しかしだ。明日死ぬとなれば、事は別である。漠然とは、そう容易く生きていけないだろう。逆にそれができると言うのであれば、もう充分ではないか。それは漠然ではなく、悟りの領域に到達してしまっている。

この、明日死ぬ前に最期にやり残したこと。これが夢となって膨らんでいくのである。
現実的に人間は死にたくても、そう容易くは死ねない。だから苦悩があるのである。

そして何も夢と言うのは、プロ野球選手になりたい、有名youtubeになりたいばかりではないのだ。
たとえば、人生にやり残したこととして、彼女に、彼氏に、家族に、何かをやってやりたいというのも、すでに十分な夢なのだ。
最期に家族に何かをしてやりたい、という想いは、つまり家族を幸せにしたいと言うことになる。家族を幸せにしたいと思えば、これまでのように、漠然と生きれるだろうか。
中には、そうした家族もいないと言う人もいるだろう。そして、仮に明日死ぬとなったときに、「オレの人生は実にしょうもなかった...あの時こうしておけばよかった...嗚呼、無念だ...」となったとしよう。いやなれ。で、実際、明日、死なないのだ。明日、死ぬと思っていたのが死なない。それはチャンスだったりするのだ。
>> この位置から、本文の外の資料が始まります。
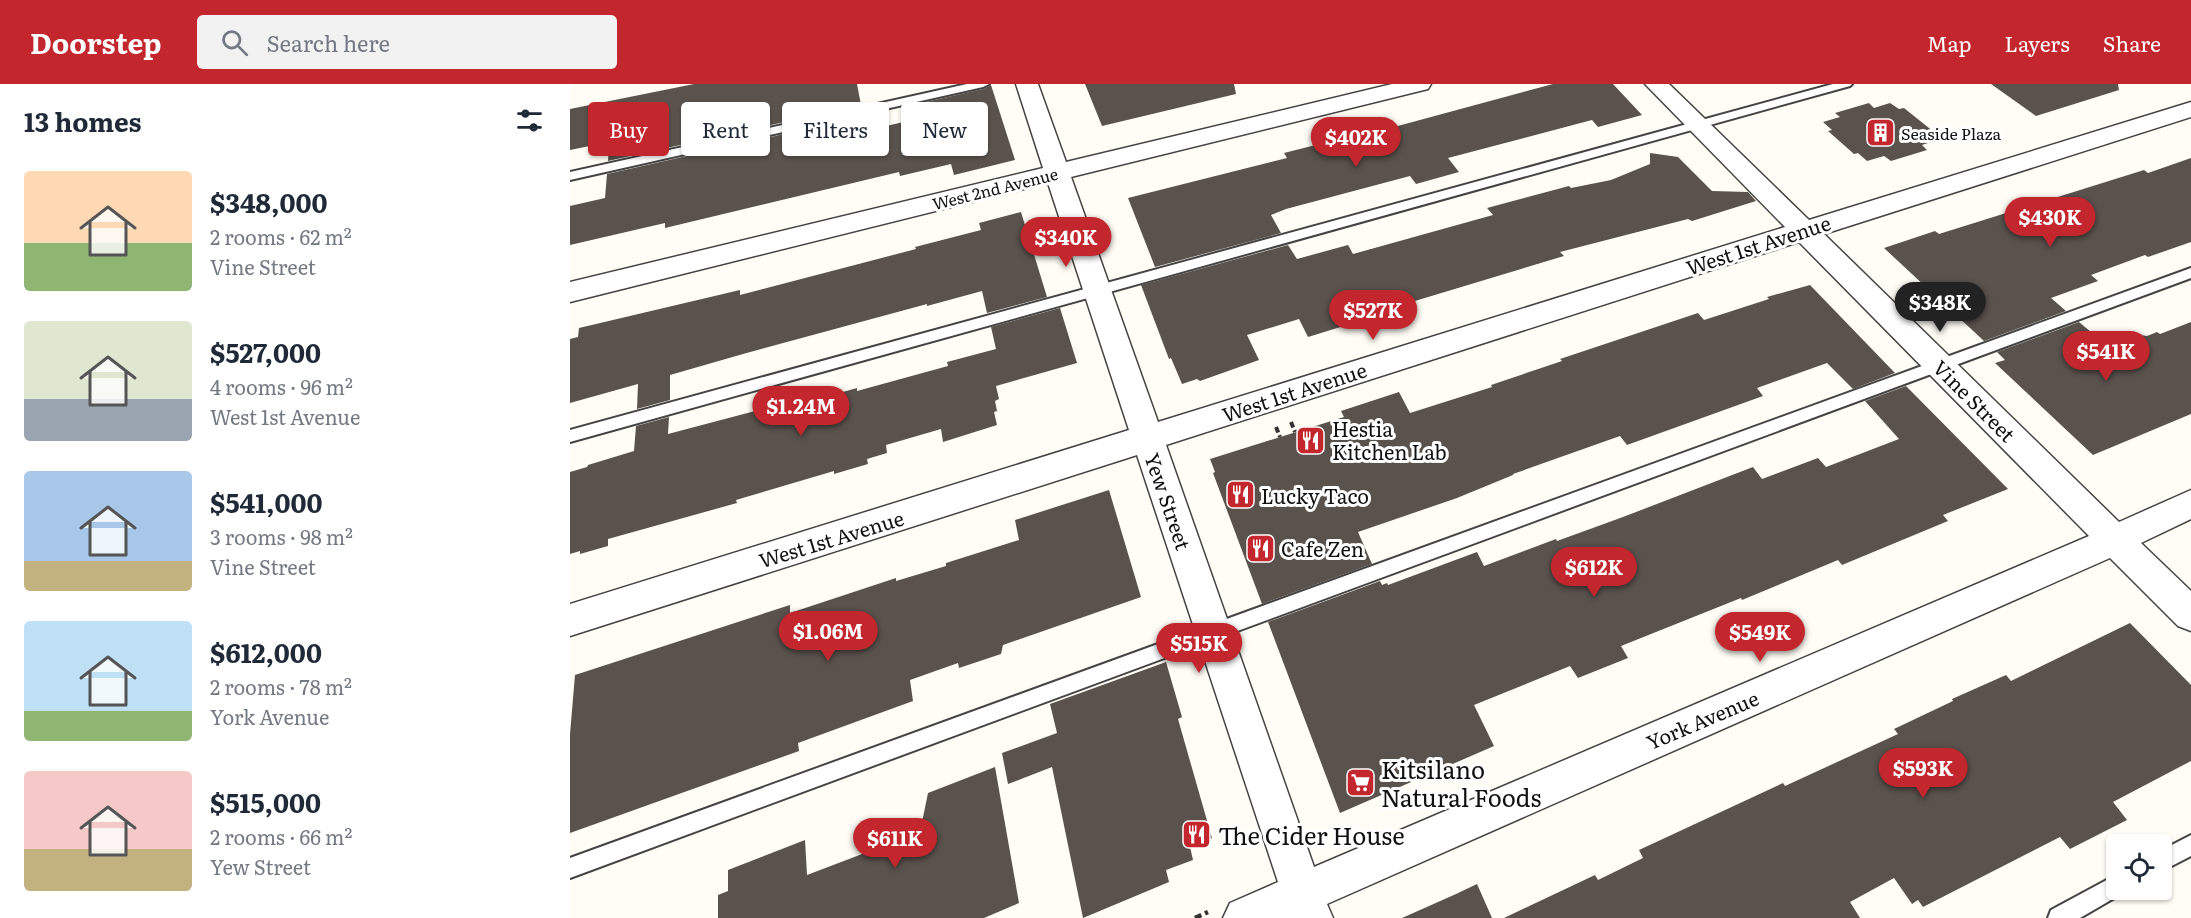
<!DOCTYPE html>
<html lang="en">
<head>
<meta charset="utf-8">
<style>
	body { margin:0; font-family:Literata,serif; background:#f2f2f3; color:#1f2937; height:100vh; display:flex; flex-direction:column; font-size:22px; white-space:nowrap }
	* { box-sizing:border-box; margin:0 }
	p { font-size:20px; color:#747a83 }
	.icon { flex:none; width:33px; height:33px; fill:none; stroke:currentColor; stroke-width:2; stroke-linecap:round; stroke-linejoin:round }
	.map { position:relative; flex:1; overflow:hidden }
	.drawer { display:flex; flex-direction:column; background:#fff; width:570px }
	.drawer>* { flex:none }
	.hud { position:absolute; left:18px; top:18px; width:570px; height:54px; display:flex; gap:12px }
	.tools { position:absolute; left:1536px; top:750px; display:grid; gap:12px }
	.tools a { display:grid; place-items:center; width:66px; height:66px; border-radius:6px; background:#fff; box-shadow:0 2px 4px #0004; font-size:30px }
	.price { position:absolute; translate:-50% -51px; padding:0 14px; border-radius:21px; background:#c4262e; color:#fff; font-size:20px; line-height:39px; filter:drop-shadow(0 2px 3px #0008) }
	.price::after { content:''; position:absolute; left:50%; top:36px; width:18px; height:14px; margin-left:-9px; background:inherit; clip-path:polygon(0 0,100% 0,50% 100%) }
	.price.on { background:#222; color:#fff }
	ul { padding:0; list-style:none }
	li { display:flex; align-items:center; gap:18px; height:150px; padding:0 24px }
	li span { display:grid; place-items:center; flex:none; width:168px; height:120px; border-radius:6px; color:#555 }
	li>.icon { margin-inline-start:auto }
	span .icon { width:72px; height:72px; fill:#fffc; stroke-width:1 }
	li b { font-size:26px }
	h2 { display:flex; justify-content:space-between; align-items:center; height:72px; padding:0 24px; font-size:26px }
	.pill { padding:0 21px; border-radius:6px; background:#fff; box-shadow:0 2px 4px #0004; font-size:21px; line-height:54px }
	.pill.on { background:#c4262e; color:#fff }
	header { display:flex; align-items:center; gap:36px; box-sizing:border-box; height:84px; padding:0 30px; background:#c4262e; color:#fff }
	header strong { font-size:28px }
	nav { display:flex; gap:33px; margin-inline-start:auto; font-size:21px }
	.search { width:420px; height:54px; background:#f2f2f3; display:flex; align-items:center; gap:15px; box-sizing:border-box; padding:0 21px; border-radius:6px; color:#747a83; font-size:22px }
	main { display:flex; flex:1; min-height:0 }
	.map>svg:first-child { display:block }
	.building { fill:#5a524d }
	.lines { fill:none; stroke-linecap:round; stroke-linejoin:round }
	.lane-casing { stroke:#444; stroke-width:4 }
	.street-casing { stroke:#444; stroke-width:3 }
	.path-far1 { stroke:#333; stroke-width:4; stroke-dasharray:6 3; stroke-linecap:butt }
	.path { stroke:#333; stroke-width:4.5; stroke-dasharray:7 4; stroke-linecap:butt }
	.lane { fill:#fff; fill-rule:evenodd }
	.street { fill:#fff; fill-rule:evenodd }
	.labels { text-anchor:middle; dominant-baseline:central; stroke-width:6; stroke-linejoin:round; paint-order:stroke }
	.far-poi-label { font-size:16px; fill:#111; stroke:#fff; text-anchor:start }
	.far-street-label { font-size:16px; fill:#111; stroke:#fff }
	.street-label { font-size:20px; fill:#111; stroke:#fff }
	.poi-label { font-size:20px; fill:#111; stroke:#fff; text-anchor:start }
	.near-poi-label { font-size:24px; fill:#111; stroke:#fff; text-anchor:start }
</style>
</head>
<body>
<header>
<strong>Doorstep</strong>
<div class="search"><svg class="icon" aria-label="search" viewBox="0 0 24 24"><circle cx="10" cy="10" r="6"/><path d="M15 15l6 6"/></svg>Search here</div>
<nav><a>Map</a><a>Layers</a><a>Share</a></nav>
</header>
<main>
<section class="drawer">
<h2>13 homes<svg class="icon" aria-label="filters" viewBox="0 0 24 24"><path d="M4 7h16M4 17h16"/><circle cx="9" cy="7" r="2"/><circle cx="15" cy="17" r="2"/></svg></h2>
<ul>
<li><span style="background:linear-gradient(#ffd9b3 60%,#8fb573 0)"><svg class="icon" aria-label="home" viewBox="0 0 24 24"><path d="M3 11l9-7 9 7M6 9v11h12V9"/></svg></span><div><b>$348,000</b><p>2 rooms · 62 m²</p><p>Vine Street</p></div></li>
<li><span style="background:linear-gradient(#dfe7d0 65%,#9aa5b1 0)"><svg class="icon" aria-label="home" viewBox="0 0 24 24"><path d="M3 11l9-7 9 7M6 9v11h12V9"/></svg></span><div><b>$527,000</b><p>4 rooms · 96 m²</p><p>West 1st Avenue</p></div></li>
<li><span style="background:linear-gradient(#a9c7e8 75%,#c2b280 0)"><svg class="icon" aria-label="home" viewBox="0 0 24 24"><path d="M3 11l9-7 9 7M6 9v11h12V9"/></svg></span><div><b>$541,000</b><p>3 rooms · 98 m²</p><p>Vine Street</p></div></li>
<li><span style="background:linear-gradient(#bfe0f5 75%,#8fb573 0)"><svg class="icon" aria-label="home" viewBox="0 0 24 24"><path d="M3 11l9-7 9 7M6 9v11h12V9"/></svg></span><div><b>$612,000</b><p>2 rooms · 78 m²</p><p>York Avenue</p></div></li>
<li><span style="background:linear-gradient(#f6c9c9 65%,#c2b280 0)"><svg class="icon" aria-label="home" viewBox="0 0 24 24"><path d="M3 11l9-7 9 7M6 9v11h12V9"/></svg></span><div><b>$515,000</b><p>2 rooms · 66 m²</p><p>Yew Street</p></div></li>
</ul>
</section>
<div class="map">
<svg width="1621" height="834" viewBox="0 0 1621 834">
	<rect width="100%" height="100%" fill="#fffdf5"/>
	<!-- building -->
	<path class="building" d="M124,0H287L291,21L38,77L39,58L0,66V25Z
		M515,0H664L666,10L532,42Z
		M983,0H1043L1072,31L1028,43L1022,36L878,74L889,88L846,100L840,92L716,125L701,131L711,149L585,183L558,114L717,74L714,69L793,49L813,46Z
		M1421,0H1548L1549,6L1466,32Z
		M421,1L445,76L384,91L381,80L330,92L329,88L95,144V139L0,161V122L35,114L37,90L293,32L295,47L359,32L356,18L413,5Z
		M1299,19L1304,24L1320,19L1329,25L1334,24L1364,48L1359,50L1367,56L1352,61L1357,66L1321,77L1314,72L1297,77L1288,69L1284,70L1258,47L1262,46L1253,38L1270,33L1265,29Z
		M1080,69L1108,73L1142,107L1178,108L1186,117L1122,137L1118,135L990,168L994,172L815,226L816,229L738,253L729,235L677,251L689,276L630,297L627,295L612,300L601,274L599,275L571,201L718,161L727,175L778,161L783,170L923,131L917,124L999,102L1001,104L1041,96L1080,80Z
		M1621,74V158L1578,173L1575,171L1521,191L1528,197L1481,214L1496,227L1414,257L1314,164L1365,147L1369,150L1574,86L1578,89Z
		M451,128L477,213L417,229L412,207L357,222V220L173,270L100,291V316L67,325L68,300L0,319V255L8,253L9,244L170,206V211L346,165L345,163L411,146L409,139Z
		M1240,201L1325,289L1283,305L1257,279L1187,304L1193,312L1057,361L1050,352L943,390V391L887,414L788,448L802,480L692,520L643,389L645,388L640,375L774,333L771,327L829,308L840,329L922,303L921,301L992,277L990,275L1128,229L1134,236L1199,215L1197,213Z
		M490,224L507,279L426,302L429,315L425,317L427,327L424,328L427,341L373,358L371,345L316,361L317,369L297,375L298,380L264,390V387L166,416L167,419L38,455V462L10,470V467L0,470V388L17,383L18,381L64,367L66,342L99,333L98,350L185,327V321L225,310L226,321L287,304V307L378,282L377,278L426,265L421,243Z
		M1509,238L1539,263L1570,251L1577,252L1587,248L1590,250L1621,238V330L1523,371L1425,279L1435,276L1427,268Z
		M1336,302L1438,405L1373,431L1378,437L1272,481L1268,476L1172,516L1171,514L1051,562L1058,574L1008,594L1000,582L904,621L924,662L770,729L698,538L810,497L812,501L817,499L818,501L907,468L914,482L986,455L987,457L1053,433L1183,383L1192,395L1248,374L1256,383L1329,355L1295,317Z
		M539,406L571,513L433,561L431,570L389,584L388,579L340,596L343,617L228,659L229,667L0,749V650L5,591L220,521V529L326,494V497L376,482V479L449,456L445,436Z
		M1560,539L1621,601V677L1543,718L1557,736L1500,765L1490,753L1353,823L1348,816L1342,820L1324,794L1280,818L1290,834H934L1025,791L1028,796L1073,774L1069,766L1213,699L1215,702L1328,650L1324,645L1383,617L1382,615L1436,591L1441,597Z
		M596,578L612,633L608,635L642,754L620,763L623,776L596,786L599,798L513,834L482,683L438,700L432,669L487,649L480,620Z
		M425,683L449,819L414,834H148V811L158,807V786L235,756L237,791L350,748L358,709Z
		M907,800L922,834H832L886,810Z"/>
	<g class="lines">
		<defs>
			<path id="lane" d="M397,0H419L413,3L0,96V88Z
				M1263,0H1282L1280,2L0,358V346Z
				M1621,184V194L0,794V774Z
				M1621,751V772L1592,787V766Z
				M1546,791V806H1555L1553,809L1510,834H1478L1481,826Z"/>
			<path id="street" d="M446,0H468L496,78L822,0H861L858,5L501,93L588,338L1215,143L1075,0H1099L1239,136L1621,18V33L1254,150L1549,438L1621,406V435L1571,459L1621,507V547L1608,542L1540,474L757,820L763,834H653L660,819L708,798L567,371L0,552V520L559,346L478,99L0,218V198L473,84ZM1229,158L1519,452L744,783L596,361Z"/>
		</defs>
		<!-- lane casing -->
		<use href="#lane" class="lane-casing"/>
		<!-- street casing -->
		<use href="#street" class="street-casing"/>
		<!-- path-far1 -->
		<path class="path-far1" d="M721,338L725,348
			M706,343L710,353"/>
		<!-- path -->
		<path class="path" d="M625,834L638,828"/>
		<!-- lane -->
		<use href="#lane" class="lane"/>
		<!-- street -->
		<use href="#street" class="street"/>
	</g>
	<!-- icons -->
	<defs>
		<symbol id="building-square" viewBox="-11 -11 22 22"><rect x="-9" y="-9" width="18" height="18" rx="4" fill="#c4262e" stroke="#fff"/><path d="M-4-6H4V6H1V3H-1V6H-4ZM-2.5-4.3h1.7v1.8h-1.7ZM.8-4.3h1.7v1.8H.8ZM-2.5-1h1.7V.8h-1.7ZM.8-1h1.7V.8H.8Z" fill="#fff"/></symbol>
		<symbol id="restaurant-square" viewBox="-11 -11 22 22"><rect x="-9" y="-9" width="18" height="18" rx="4" fill="#c4262e" stroke="#fff"/><path d="M-5-6h1v4h1v-4h1v4h1v-4h1v5L-1.5 .5V6h-2V.5L-5-1ZM5-6V6H3V1.5H1.5Q1.5-4 5-6Z" fill="#fff"/></symbol>
		<symbol id="supermarket-square" viewBox="-11 -11 22 22"><rect x="-9" y="-9" width="18" height="18" rx="4" fill="#c4262e" stroke="#fff"/><path d="M-6-5.5h2.5l.6 2H6L4.5 2H-2.5L-4.4-4H-6ZM-1.5 3.2a1.3 1.3 0 1 0 .1 0ZM3 3.2a1.3 1.3 0 1 0 .1 0Z" fill="#fff"/></symbol>
	</defs>
	<g fill-rule="evenodd">
		<use href="#building-square" x="1294" y="32" width="33" height="33"/>
		<use href="#restaurant-square" x="724" y="340" width="33" height="33"/>
		<use href="#restaurant-square" x="654" y="394" width="33" height="33"/>
		<use href="#restaurant-square" x="674" y="448" width="33" height="33"/>
		<use href="#supermarket-square" x="774" y="682" width="33" height="33"/>
		<use href="#restaurant-square" x="610" y="734" width="33" height="33"/>
	</g>
	<g class="labels">
		<!-- far-poi labels -->
		<g class="far-poi-label">
			<text x="1331" y="49">Seaside Plaza</text>
		</g>
		<!-- far-street labels -->
		<g class="far-street-label">
			<text transform="translate(425 104) rotate(-14)">West 2nd Avenue</text>
		</g>
		<!-- street labels -->
		<g class="street-label">
			<text transform="translate(1188 160) rotate(-18)">West 1st Avenue</text>
			<text transform="translate(724 307) rotate(-18)">West 1st Avenue</text>
			<text transform="translate(1405 316) rotate(45)">Vine Street</text>
			<text transform="translate(599 417) rotate(71)">Yew Street</text>
			<text transform="translate(261 454) rotate(-17)">West 1st Avenue</text>
			<text transform="translate(1132 635) rotate(-23)">York Avenue</text>
		</g>
		<!-- poi labels -->
		<g class="poi-label">
			<text x="762" y="344">Hestia<tspan x="762" dy="23">Kitchen Lab</tspan></text>
			<text x="691" y="411">Lucky Taco</text>
			<text x="711" y="464">Cafe Zen</text>
		</g>
		<!-- near-poi labels -->
		<g class="near-poi-label">
			<text x="811" y="684">Kitsilano<tspan x="811" dy="28">Natural Foods</tspan></text>
			<text x="648" y="750">The Cider House</text>
		</g>
	</g>
</svg>
<div class="tools">
<a><svg class="icon" aria-label="locate" viewBox="0 0 24 24"><circle cx="12" cy="12" r="6"/><path d="M12 2v4M12 18v4M2 12h4M18 12h4"/></svg></a>
</div>
<b class="price" style="left:786px;top:84px">$402K</b>
<b class="price" style="left:1480px;top:164px">$430K</b>
<b class="price" style="left:496px;top:184px">$340K</b>
<b class="price on" style="left:1370px;top:249px">$348K</b>
<b class="price" style="left:803px;top:257px">$527K</b>
<b class="price" style="left:1536px;top:298px">$541K</b>
<b class="price" style="left:231px;top:353px">$1.24M</b>
<b class="price" style="left:1024px;top:514px">$612K</b>
<b class="price" style="left:258px;top:578px">$1.06M</b>
<b class="price" style="left:1190px;top:579px">$549K</b>
<b class="price" style="left:629px;top:590px">$515K</b>
<b class="price" style="left:1353px;top:715px">$593K</b>
<b class="price" style="left:325px;top:785px">$611K</b>
<div class="hud">
<a class="pill on">Buy</a>
<a class="pill">Rent</a>
<a class="pill">Filters</a>
<a class="pill">New</a>
</div>
</div>
</main>
</body>
</html>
つまり生きていること自体が、本当はチャンスなのである。
そのチャンスを生かすも殺すも、結局は自分自身なのである。


オレは決して、小さな頃から、小説家になりたいと思って生きてきたわけではない。25歳のときに、一冊の小説を読み、「オレもこんな物語をかけたら...」ということから始まった。
それは今思えば、突然の夢との出会いということになり、想いを継続させることによって、自らの夢を育ませたのである。決して、夢を日夜探し求めていたわけではない。努力によって夢にしたのだ。そして、自ら描いたものがTVドラマとして、また映画化として、陽の目をみることになったのである。

確実に言えることは、人と同じことをしていても夢なんてものは叶わないし、見つからない。大事なのは、人と違う発想、そして他よりの努力なのだ。
無謀な考えは生活を破綻させるだけである。
日常の安定を続ける中で、新しい発想の中、無謀な努力。これが大切なのである。

ー明日、死ぬかもしれないー

そう意識するだけで、考え方や感性が変わってくるのではないだろうか。